C’est aussi la raison pour laquelle la Chine, méfiante vis-à-vis des « révolutions de couleur » qui ont eu lieu en Europe de l’Est et dans un Etat au moins d’Asie centrale, le Kirghizstan, ne voudrait pas que les sanctions contre le programme nucléaire cache, de la part des Américains, une volonté de changer le régime iranien, surtout après la réélection contesté de Mahmoud Ahmadinejad en juin 2009.

Les Chinois n’éprouvent aucune sympathie particulière pour le régime des mollahs mais un Iran stable leur parait moins dangereux pour leurs propres intérêts dans les confins occidentaux de leur pays. En ne s’opposant pas à Téhéran sur le nucléaire, ils comptent, en contrepartie, sur une abstention bienveillante dans leurs affaires intérieures, notamment dans le Xinjiang musulman.

A tous ces arguments s’ajoutent la proximité créée par l’histoire, l’expérience commune des interventions étrangères et l’inefficacité des sanctions, pour amener Pékin à se montrer très méfiant vis-à-vis des propositions occidentales. Toutefois, les dirigeants chinois continuent de soutenir l’idée lancée il y a quelques mois au sein de l’AIEA, l’Agence internationale de l’énergie atomique, d’un enrichissement de l’uranium iranien à l’extérieur, en Russie ou en France, pour les besoins de la recherche médicale.
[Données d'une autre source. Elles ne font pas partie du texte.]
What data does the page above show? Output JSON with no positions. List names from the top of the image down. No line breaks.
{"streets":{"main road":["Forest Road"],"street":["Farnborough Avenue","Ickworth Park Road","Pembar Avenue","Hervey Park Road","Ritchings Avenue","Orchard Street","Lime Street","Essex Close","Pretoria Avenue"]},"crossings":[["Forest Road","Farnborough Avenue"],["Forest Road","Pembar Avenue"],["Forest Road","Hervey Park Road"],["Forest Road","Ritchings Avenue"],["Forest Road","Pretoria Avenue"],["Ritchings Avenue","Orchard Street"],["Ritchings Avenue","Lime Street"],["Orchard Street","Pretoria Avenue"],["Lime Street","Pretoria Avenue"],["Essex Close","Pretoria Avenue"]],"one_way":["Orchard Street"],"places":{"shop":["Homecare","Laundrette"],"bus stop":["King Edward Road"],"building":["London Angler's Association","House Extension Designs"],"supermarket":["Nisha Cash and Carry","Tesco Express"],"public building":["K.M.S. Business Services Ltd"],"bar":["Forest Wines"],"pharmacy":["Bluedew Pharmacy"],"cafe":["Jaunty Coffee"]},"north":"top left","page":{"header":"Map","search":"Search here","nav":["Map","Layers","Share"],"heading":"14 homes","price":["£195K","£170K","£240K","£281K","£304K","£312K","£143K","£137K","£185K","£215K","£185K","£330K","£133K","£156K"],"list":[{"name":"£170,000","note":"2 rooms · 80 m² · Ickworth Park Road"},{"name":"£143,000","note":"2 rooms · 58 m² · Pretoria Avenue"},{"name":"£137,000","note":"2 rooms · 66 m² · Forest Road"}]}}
A ce propos la position des dirigeants iraniens est apparue souvent contradictoire. Mais ils semblent avoir mis au point, implicitement au moins, un scénario avec les Chinois. Quand de nouvelles sanctions internationales menacent, ils laissent entendre qu’ils n’ont pas totalement rejeté la proposition de l’AIEA, et Pékin en tire argument pour montrer que la voie de la négociation reste ouverte et s’opposer aux sanctions.

Cette tactique a pour effet de retarder l’application des sanctions et d’en atténuer la rigueur. Elle ne les empêche pas complètement. Il est fort probable qu’il en aille de même maintenant qu’un quatrième train de sanctions est en discussion. Les Chinois n’utiliseront pas leur droit de veto au Conseil de sécurité, sauf si les Russes étaient eux aussi disposés à le faire, ce qui ne paraît pas être le cas. Les Chinois ne veulent pas se retrouver isolés et mettre en danger leurs relations avec les Etats-Unis, même s’ils ont adopté une attitude plus dure depuis la crise économique. Ils estiment en effet que le rapport de forces a évolué en leur faveur, non seulement parce qu’ils se sont mieux sortis de la crise que bien des Etats occidentaux mais aussi parce qu’ils ont apporté une contribution irremplaçable à la reprise internationale.